C.G. v. J.H.
172 A.3d 43
Pa. Super. Ct.2017Background
- Child J.W.H. born 2006 in Florida via intrauterine insemination during a same-sex relationship; J.H. is the biological mother.
- C.G. lived with J.H. and the child for ~6 years; parties separated in early 2012, after which J.H. and child moved to Pennsylvania.
- C.G. filed for shared legal custody and partial physical custody in December 2015 claiming both parental and in loco parentis status.
- J.H. filed preliminary objections asserting C.G. lacked standing, disputing C.G.’s characterization of her role (saying C.G. was a partner/babysitter, not a co-parent).

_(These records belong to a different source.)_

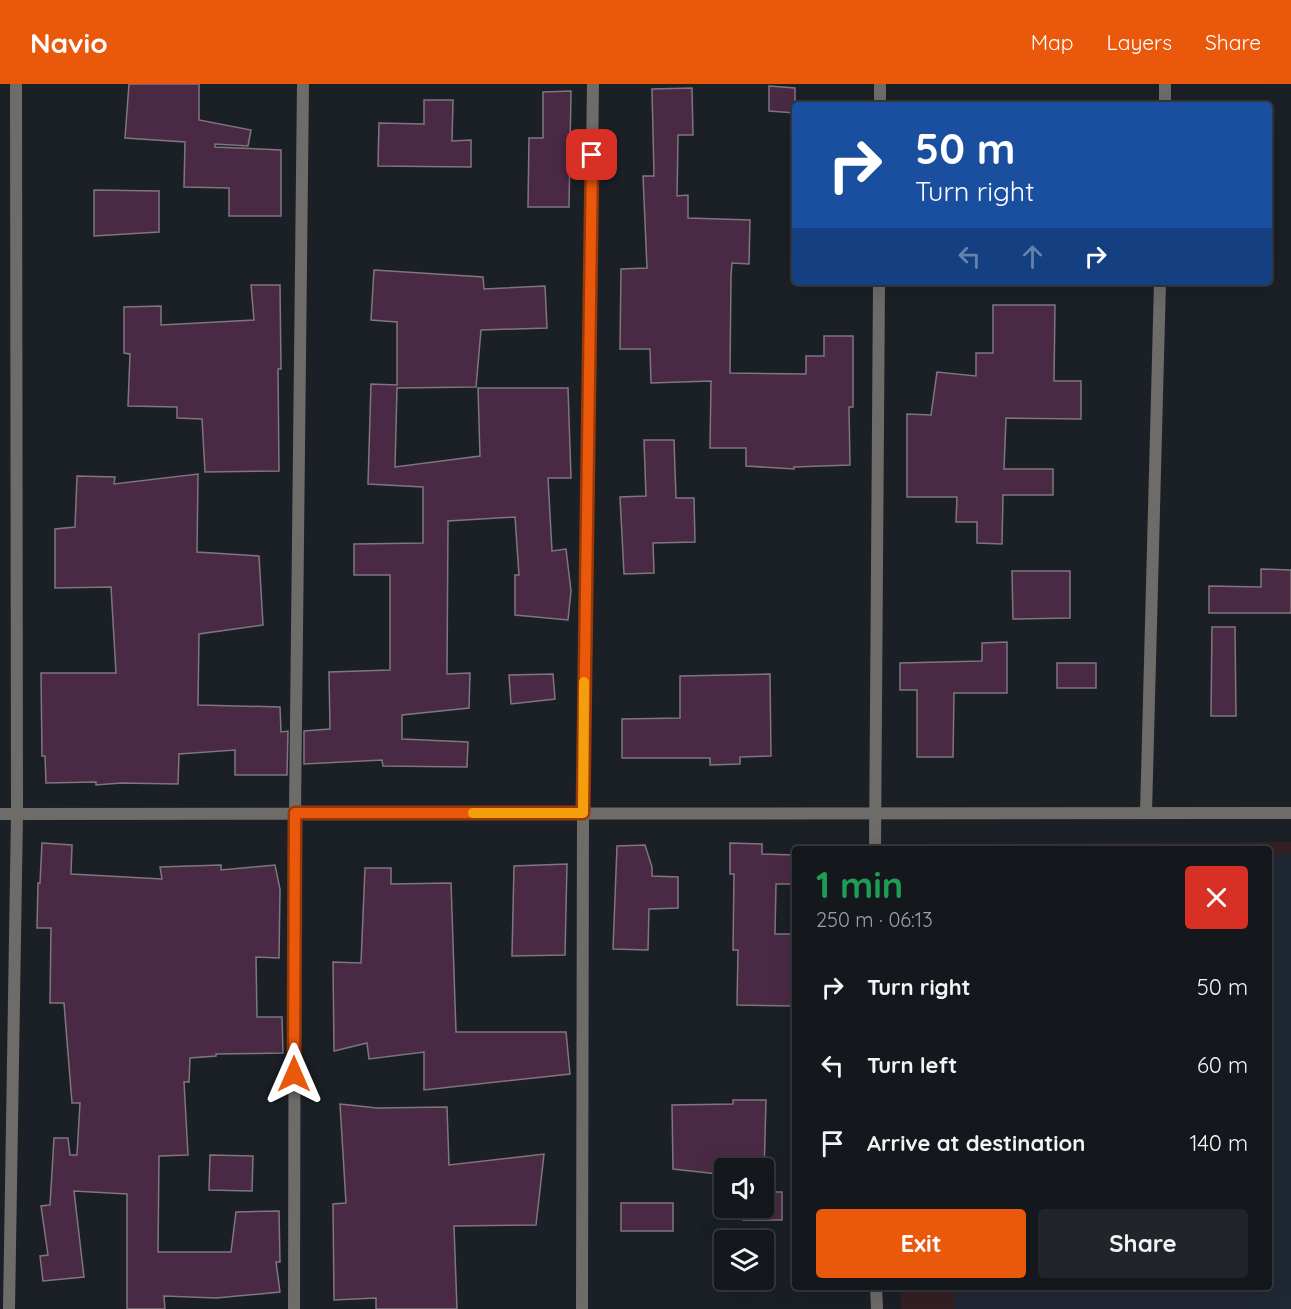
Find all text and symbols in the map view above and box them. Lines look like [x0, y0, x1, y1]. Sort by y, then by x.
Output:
text: Navio [30, 25, 108, 60]
text: Map [1031, 29, 1074, 55]
text: Layers [1107, 29, 1172, 55]
text: Share [1205, 29, 1261, 55]
text: 50 m [915, 122, 1015, 175]
icon: right [816, 126, 894, 204]
pin [566, 129, 617, 180]
icon: arrive [575, 138, 608, 171]
text: Turn right [915, 174, 1034, 208]
icon: left [953, 240, 986, 273]
icon: ahead [1016, 240, 1049, 273]
icon: right [1079, 240, 1112, 273]
text: 1 min [816, 862, 903, 907]
button: close [1185, 866, 1248, 929]
text: 250 m · 06:13 [816, 907, 933, 932]
icon: right [816, 971, 849, 1004]
text: Turn right [867, 973, 971, 1001]
text: 50 m [1197, 973, 1248, 1001]
position arrow [262, 1042, 326, 1106]
icon: left [816, 1049, 849, 1082]
text: Turn left [867, 1051, 957, 1079]
text: 60 m [1197, 1051, 1248, 1079]
icon: arrive [816, 1127, 849, 1160]
text: Arrive at destination [867, 1129, 1085, 1157]
text: 140 m [1189, 1129, 1248, 1157]
map controls [714, 1158, 774, 1290]
button: sound [714, 1158, 774, 1218]
button: Exit [816, 1209, 1026, 1278]
button: Share [1038, 1209, 1248, 1278]
button: layers [714, 1230, 774, 1290]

- Trial court held evidentiary hearings, found conflicting testimony, and concluded C.G. was neither a legal parent nor in loco parentis; it sustained the standing objection and dismissed the complaint.

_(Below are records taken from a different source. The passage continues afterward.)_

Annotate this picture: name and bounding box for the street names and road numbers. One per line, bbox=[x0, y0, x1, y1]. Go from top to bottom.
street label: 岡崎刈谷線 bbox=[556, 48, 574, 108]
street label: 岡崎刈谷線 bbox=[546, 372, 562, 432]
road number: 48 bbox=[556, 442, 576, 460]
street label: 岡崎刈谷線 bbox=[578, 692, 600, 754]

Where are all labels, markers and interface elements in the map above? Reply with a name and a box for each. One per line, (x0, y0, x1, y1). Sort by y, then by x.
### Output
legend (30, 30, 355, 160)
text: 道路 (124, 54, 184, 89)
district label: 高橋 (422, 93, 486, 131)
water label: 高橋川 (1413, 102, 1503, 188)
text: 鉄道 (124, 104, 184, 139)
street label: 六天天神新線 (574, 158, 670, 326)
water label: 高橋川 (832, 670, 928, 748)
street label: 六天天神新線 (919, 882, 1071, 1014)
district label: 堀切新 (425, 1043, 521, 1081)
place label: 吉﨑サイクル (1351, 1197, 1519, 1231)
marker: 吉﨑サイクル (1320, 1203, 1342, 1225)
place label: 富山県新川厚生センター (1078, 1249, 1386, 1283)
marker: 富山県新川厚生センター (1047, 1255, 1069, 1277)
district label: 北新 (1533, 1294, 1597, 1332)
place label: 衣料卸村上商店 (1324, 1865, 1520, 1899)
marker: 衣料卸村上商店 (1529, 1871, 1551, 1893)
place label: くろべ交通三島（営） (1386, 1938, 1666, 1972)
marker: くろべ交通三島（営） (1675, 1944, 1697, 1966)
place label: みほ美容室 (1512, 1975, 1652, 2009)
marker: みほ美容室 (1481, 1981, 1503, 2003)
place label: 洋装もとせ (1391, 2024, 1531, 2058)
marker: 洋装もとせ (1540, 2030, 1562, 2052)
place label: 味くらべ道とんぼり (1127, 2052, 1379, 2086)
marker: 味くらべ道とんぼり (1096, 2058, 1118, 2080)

- On appeal, C.G. challenged the legal standard applied, the in loco parentis finding, the weight given to post-separation conduct, and argued she was a parent under 23 Pa.C.S. § 5324(1).
Issues
| Issue | Plaintiff's Argument (C.G.) | Defendant's Argument (J.H.) | Held |
|---|---|---|---|
| Whether C.G. is a “parent” under 23 Pa.C.S. § 5324(1) | Biology should not control; C.G. jointly conceived and raised the child and thus is a parent | At birth C.G. was not legally a parent (no marriage/second-parent adoption); under Pa. law “parent” means biological or adoptive parent | Court: Not a parent under §5324(1); Pennsylvania precedent treats nonbiological nonadoptive partners as third parties |
| Whether C.G. stood in loco parentis (standing under §5324(2)) | C.G. acted as a co-parent for six years (care, household, presence at birth, beneficiary on policy) | J.H.: C.G. was largely a partner/babysitter, did not make parental decisions, provided only household contributions, minimal post-separation contact | Court: After hearing, found C.G. did not assume parental duties or decision-making and thus lacked in loco parentis status |
| Proper legal standard for deciding standing on preliminary objections | Trial court should have applied the demurrer “clear and free from doubt” standard (or not weigh evidence to deny standing) | Where factual disputes exist, the court may hold an evidentiary hearing under Pa.R.Civ.P. 1028(c)(2) and resolve credibility; standing must be proved at hearing | Court: No error—because the court held a factual hearing, it properly resolved disputed facts and was not bound to the demurrer standard |
| Whether post-separation conduct was improperly given excessive weight | Once standing exists it does not vanish; post-separation inactivity alone should not defeat standing | Post-separation conduct is relevant to whether in loco parentis ever existed; courts may weigh it alongside pre-separation conduct | Court: Proper to consider post-separation conduct; here it supported conclusion that C.G. never assumed parental status |
Key Cases Cited
- T.B. v. L.R.M., 786 A.2d 913 (Pa. 2001) (defines in loco parentis, sets stringent test and deference to trial court findings)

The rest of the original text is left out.